What you have to do:
For each line in the data below that has the word "grid", copy that line.
Top of Task data
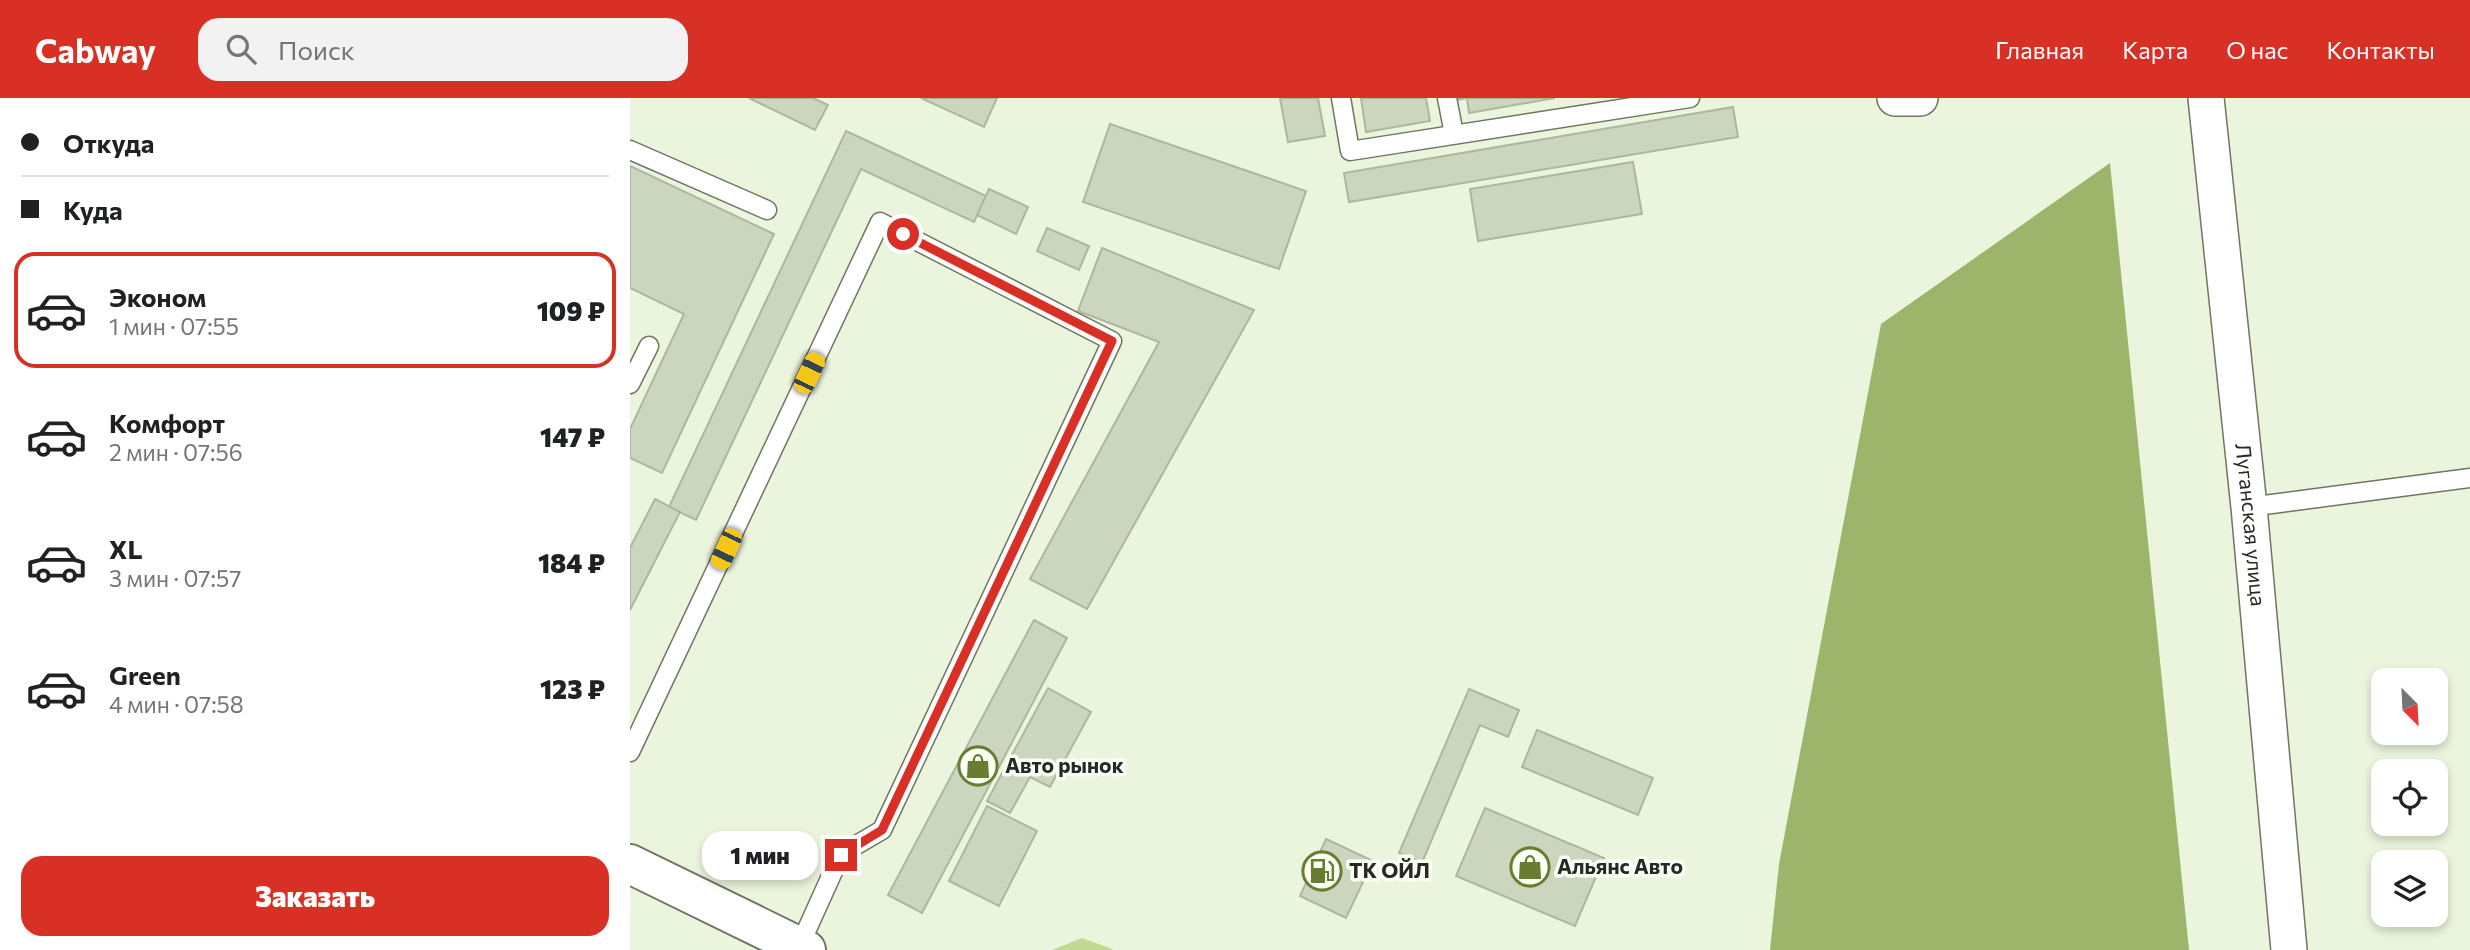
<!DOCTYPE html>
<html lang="ru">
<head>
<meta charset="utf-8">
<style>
  :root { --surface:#fff; --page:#f2f2f2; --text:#202124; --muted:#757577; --line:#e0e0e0; --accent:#d93025 }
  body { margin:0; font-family:Commissioner,sans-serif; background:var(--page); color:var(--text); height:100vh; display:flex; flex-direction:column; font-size:26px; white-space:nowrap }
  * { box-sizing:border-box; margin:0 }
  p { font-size:23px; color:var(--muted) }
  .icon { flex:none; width:38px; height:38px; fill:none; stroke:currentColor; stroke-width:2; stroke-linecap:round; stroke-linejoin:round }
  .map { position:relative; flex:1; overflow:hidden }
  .panel { display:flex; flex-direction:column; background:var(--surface); width:630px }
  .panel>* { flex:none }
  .guide { display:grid; align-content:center; height:154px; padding:0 21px; background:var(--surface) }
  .needle { width:46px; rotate:156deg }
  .controls { position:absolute; left:1741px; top:570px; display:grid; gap:14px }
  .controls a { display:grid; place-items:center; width:77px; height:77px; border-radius:14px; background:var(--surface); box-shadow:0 4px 10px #0003; font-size:35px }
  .end { position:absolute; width:32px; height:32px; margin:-16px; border:9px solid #d93025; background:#fff; box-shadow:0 0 0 4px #fff }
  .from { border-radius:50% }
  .bubble { position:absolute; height:49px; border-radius:21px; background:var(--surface); box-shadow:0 4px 10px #0003; font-size:23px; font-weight:800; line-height:49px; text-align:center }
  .car { position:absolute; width:21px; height:42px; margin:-21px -10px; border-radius:9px; box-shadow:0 0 5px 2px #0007; background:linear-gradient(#f5c518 24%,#345 0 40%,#f5c518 0 76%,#345 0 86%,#f5c518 0) }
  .guide b { display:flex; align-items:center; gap:24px; height:66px; font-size:26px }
  .guide b+b { border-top:2px solid var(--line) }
  .guide i { width:18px; height:18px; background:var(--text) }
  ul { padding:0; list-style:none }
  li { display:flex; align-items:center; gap:21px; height:116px; margin:0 14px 10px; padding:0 7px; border:4px solid transparent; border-radius:21px }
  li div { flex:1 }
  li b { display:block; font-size:26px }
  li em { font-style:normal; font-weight:800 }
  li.active { border-color:var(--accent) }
  li>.icon { width:63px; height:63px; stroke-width:1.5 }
  .action { display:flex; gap:14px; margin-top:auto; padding:14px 21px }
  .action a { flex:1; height:80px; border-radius:21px; background:var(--accent); color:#fff; font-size:28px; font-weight:800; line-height:80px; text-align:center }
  header { display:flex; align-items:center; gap:42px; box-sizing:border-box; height:98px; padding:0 35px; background:var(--accent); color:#fff }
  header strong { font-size:33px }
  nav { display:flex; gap:38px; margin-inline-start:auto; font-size:24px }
  .search { width:490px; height:63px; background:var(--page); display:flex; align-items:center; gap:18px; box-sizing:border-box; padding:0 24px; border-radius:21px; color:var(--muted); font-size:26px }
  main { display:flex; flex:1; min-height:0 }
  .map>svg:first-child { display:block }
  .green { fill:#c1d993 }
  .forest { fill:#9cb56a }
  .building { fill:#ccd5be; stroke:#aeb6a0; stroke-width:2 }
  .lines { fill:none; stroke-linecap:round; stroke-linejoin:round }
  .lane-casing { stroke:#6f7662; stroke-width:21 }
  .street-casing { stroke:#6f7662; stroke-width:38 }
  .highway-casing { stroke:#6f7662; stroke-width:42 }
  .lane { stroke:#fff; stroke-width:18 }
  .street { stroke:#fff; stroke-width:35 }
  .highway { stroke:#fff; stroke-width:38 }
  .route { stroke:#d93025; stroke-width:9 }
  .labels { text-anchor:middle; stroke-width:7; stroke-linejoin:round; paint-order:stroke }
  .street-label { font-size:21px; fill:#272a22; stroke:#fbfff6 }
  .poi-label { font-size:21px; font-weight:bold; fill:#272a22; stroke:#fbfff6; text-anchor:start }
</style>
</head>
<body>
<header>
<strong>Cabway</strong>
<div class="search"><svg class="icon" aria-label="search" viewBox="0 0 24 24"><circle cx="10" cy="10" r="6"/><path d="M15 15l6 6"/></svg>Поиск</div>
<nav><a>Главная</a><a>Карта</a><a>О нас</a><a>Контакты</a></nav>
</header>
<main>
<section class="panel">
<div class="guide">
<b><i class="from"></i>Откуда</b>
<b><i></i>Куда</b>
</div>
<ul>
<li class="active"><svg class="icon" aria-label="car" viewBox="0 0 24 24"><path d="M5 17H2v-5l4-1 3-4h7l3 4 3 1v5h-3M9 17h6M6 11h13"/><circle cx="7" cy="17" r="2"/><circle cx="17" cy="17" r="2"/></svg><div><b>Эконом</b><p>1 мин · 07:55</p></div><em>109 ₽</em></li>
<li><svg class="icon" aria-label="car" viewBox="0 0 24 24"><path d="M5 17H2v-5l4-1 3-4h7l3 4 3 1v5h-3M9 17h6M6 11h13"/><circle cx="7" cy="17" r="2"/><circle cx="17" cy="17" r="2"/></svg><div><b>Комфорт</b><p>2 мин · 07:56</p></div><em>147 ₽</em></li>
<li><svg class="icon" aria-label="car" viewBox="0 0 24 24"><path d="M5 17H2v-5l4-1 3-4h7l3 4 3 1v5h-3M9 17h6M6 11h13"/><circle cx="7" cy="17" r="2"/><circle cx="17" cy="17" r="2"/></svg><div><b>XL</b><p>3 мин · 07:57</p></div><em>184 ₽</em></li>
<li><svg class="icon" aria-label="car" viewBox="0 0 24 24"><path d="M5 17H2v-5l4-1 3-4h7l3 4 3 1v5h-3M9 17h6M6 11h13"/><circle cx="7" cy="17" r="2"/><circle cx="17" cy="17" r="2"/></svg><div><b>Green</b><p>4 мин · 07:58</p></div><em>123 ₽</em></li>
</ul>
<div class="action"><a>Заказать</a></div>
</section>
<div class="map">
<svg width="1840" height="852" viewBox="0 0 1840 852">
  <rect width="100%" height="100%" fill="#ebf4dd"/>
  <!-- green -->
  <path class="green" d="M452 840 480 850 483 852H422Z"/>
  <!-- forest -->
  <path class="forest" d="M1480 65 1559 852H1140L1149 766 1251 226Z"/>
  <!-- building -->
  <g class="building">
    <path d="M119 0H183L198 7 185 32Z"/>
    <path d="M291 0H367L354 29Z"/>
    <path d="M650 0H688L695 38 658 44Z"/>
    <path d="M731 0H796L800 23 736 34Z"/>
    <path d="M827 0H925L839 15 837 0 827 2Z"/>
    <path d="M1103 9 1108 39 719 104 714 75Z"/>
    <path d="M480 26 676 93 649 171 453 104Z"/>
    <path d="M216 33 356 98 344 124 231 71 66 422 39 409Z"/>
    <path d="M1003 64 1012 116 848 143 840 91Z"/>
    <path d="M0 68 144 136 32 375 0 360V331L54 216 0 190Z"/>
    <path d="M359 91 398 109 386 136 347 117Z"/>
    <path d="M417 130 459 148 449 172 407 153Z"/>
    <path d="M472 150 624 212 457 511 400 481 529 244 448 213Z"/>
    <path d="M25 401 50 414 0 512V450Z"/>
    <path d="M404 522 437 540 292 815 258 797Z"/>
    <path d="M418 590 461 614 420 689 400 679 380 715 357 703Z"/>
    <path d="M839 591 889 612 878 639 850 627 792 765 769 755Z"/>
    <path d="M907 632 1023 680 1008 717 892 669Z"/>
    <path d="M357 708 407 733 369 808 319 783Z"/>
    <path d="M855 710 974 760 945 828 826 778Z"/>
    <path d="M696 741 743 763 716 820 670 798Z"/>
  </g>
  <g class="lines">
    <!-- lane casing -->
    <g class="lane-casing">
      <g id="lane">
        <path d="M711 0 720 53 1060 0"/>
        <path d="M817 0 824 36"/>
        <path d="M0 52 137 112"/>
        <path d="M0 286 19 248"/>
        <path d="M1619 409 1840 380"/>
        <path d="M0 654 250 124 482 243 252 732 211 756 169 849"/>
      </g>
    </g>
    <!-- street casing -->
    <g class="street-casing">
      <g id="street">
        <path d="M1265 0H1290"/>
        <path id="s1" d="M1576 0 1619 409 1659 852"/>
      </g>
    </g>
    <!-- highway casing -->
    <g class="highway-casing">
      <path id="highway" d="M0 766 176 852"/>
    </g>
    <!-- lane -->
    <use href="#lane" class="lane"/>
    <!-- street -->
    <use href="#street" class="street"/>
    <!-- highway -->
    <use href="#highway" class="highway"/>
  </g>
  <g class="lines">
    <!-- route -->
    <path class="route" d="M211 757 252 732 482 243 273 136"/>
  </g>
  <!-- icons -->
  <defs>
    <g id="shop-ring" transform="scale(2.0125)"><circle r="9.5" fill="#fbfff6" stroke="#677e30" stroke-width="1.5"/><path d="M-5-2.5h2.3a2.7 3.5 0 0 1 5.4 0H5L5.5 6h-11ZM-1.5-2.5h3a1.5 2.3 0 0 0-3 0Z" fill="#677e30"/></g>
    <g id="fuel-ring" transform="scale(2.0125)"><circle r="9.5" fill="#fbfff6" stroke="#677e30" stroke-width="1.5"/><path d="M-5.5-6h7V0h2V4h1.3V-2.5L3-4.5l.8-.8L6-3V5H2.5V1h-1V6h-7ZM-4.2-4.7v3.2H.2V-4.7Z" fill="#677e30"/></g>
  </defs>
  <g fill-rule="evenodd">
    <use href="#shop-ring" x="348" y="668"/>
    <use href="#shop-ring" x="900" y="769"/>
    <use href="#fuel-ring" x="692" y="773"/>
  </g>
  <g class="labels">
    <!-- street labels -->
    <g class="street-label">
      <text dy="7" stroke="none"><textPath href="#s1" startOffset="429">Луганская улица</textPath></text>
    </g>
    <!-- poi labels -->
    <g class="poi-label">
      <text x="375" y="675">Авто рынок</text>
      <text x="927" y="776">Альянс Авто</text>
      <text x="719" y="780">ТК ОЙЛ</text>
    </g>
  </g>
</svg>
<div class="controls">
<a><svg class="needle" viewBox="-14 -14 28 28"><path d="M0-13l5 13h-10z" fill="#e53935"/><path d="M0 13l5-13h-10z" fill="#757577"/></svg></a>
<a><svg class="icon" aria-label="locate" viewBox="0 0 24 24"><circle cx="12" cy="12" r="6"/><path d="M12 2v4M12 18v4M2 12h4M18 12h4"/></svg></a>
<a><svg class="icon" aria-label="layers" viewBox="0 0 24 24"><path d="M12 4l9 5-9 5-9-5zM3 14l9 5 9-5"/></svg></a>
</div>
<i class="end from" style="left:273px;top:136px"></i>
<i class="end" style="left:211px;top:757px"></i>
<div class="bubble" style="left:72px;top:733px;width:116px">1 мин</div>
<i class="car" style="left:179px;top:275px;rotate:25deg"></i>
<i class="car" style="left:96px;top:451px;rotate:205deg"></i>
</div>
</main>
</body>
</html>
Bottom of Task data
Answer for this exercise:
  .guide { display:grid; align-content:center; height:154px; padding:0 21px; background:var(--surface) }
  .controls { position:absolute; left:1741px; top:570px; display:grid; gap:14px }
  .controls a { display:grid; place-items:center; width:77px; height:77px; border-radius:14px; background:var(--surface); box-shadow:0 4px 10px #0003; font-size:35px }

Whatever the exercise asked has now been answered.